Fermentation is a well-established technique used to preserve and enhance food by harnessing the metabolic activity of microorganisms. Through the production of various bioactive substances, this process can effectively suppress the growth of spoilage and pathogenic microbes. A particularly efficient form is lactic acid fermentation, which relies on lactic acid bacteria (LAB) known for generating antimicrobial compounds, including bacteriocins.
Despite its broad application in food systems, the fermentation of mushrooms, particularly for microbial control and shelf-life extension, remains under-investigated. This study explores the biotechnological potential of Hericium erinaceus fermentation under three conditions: spontaneous fermentation, and fermentation inoculated with either Lactobacillus plantarum or Lactobacillus casei. The fermentation substrate consisted of Hericium erinaceus fruiting bodies that were physically damaged or otherwise deemed unsuitable for commercial sale. These were classified as mushroom byproducts and represent a potential source of food waste. Over a 10-day (240-hour) fermentation period at ambient temperature, microbial counts (LAB, yeasts and molds, Pseudomonas spp.), pH, and titratable acidity were assessed following ISO protocols. Data were statistically analyzed using ANOVA and Tukey’s HSD test (α = 0.05) via Statistica™ v.8 software.

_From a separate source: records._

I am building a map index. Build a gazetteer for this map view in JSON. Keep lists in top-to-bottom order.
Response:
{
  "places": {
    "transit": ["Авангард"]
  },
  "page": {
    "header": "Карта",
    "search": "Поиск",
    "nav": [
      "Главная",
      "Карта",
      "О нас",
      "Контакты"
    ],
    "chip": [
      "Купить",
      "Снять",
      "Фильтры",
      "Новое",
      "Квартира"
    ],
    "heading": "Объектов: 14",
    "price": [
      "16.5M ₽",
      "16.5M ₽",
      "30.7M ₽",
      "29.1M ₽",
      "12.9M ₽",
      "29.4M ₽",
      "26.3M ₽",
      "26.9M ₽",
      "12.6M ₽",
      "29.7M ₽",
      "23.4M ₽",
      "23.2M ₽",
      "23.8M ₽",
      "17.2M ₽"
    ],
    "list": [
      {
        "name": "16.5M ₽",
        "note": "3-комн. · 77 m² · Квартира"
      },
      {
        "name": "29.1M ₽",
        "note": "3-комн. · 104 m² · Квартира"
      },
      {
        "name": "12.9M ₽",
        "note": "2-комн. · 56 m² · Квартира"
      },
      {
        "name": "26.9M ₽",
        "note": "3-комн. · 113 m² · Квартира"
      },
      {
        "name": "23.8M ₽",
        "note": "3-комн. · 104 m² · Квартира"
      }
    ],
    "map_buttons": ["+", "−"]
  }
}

The results revealed that L. plantarum led to a rapid acidification of the substrate, with the pH dropping below 4.0 within the first 72 hours. This corresponded to a substantial reduction in spoilage organisms by 144 hours. While L. casei also exhibited antimicrobial properties, its inhibitory effect emerged later in the process. In contrast, the uninoculated control experienced a continuous rise in Pseudomonas and fungal counts, exceeding 10⁶ CFU/g by the end of fermentation.
This study underscores the potential of lactic acid fermentation as a value-adding approach for mushroom byproducts, offering a sustainable means to improve food safety, extend shelf life, and reduce waste through microbial stabilization.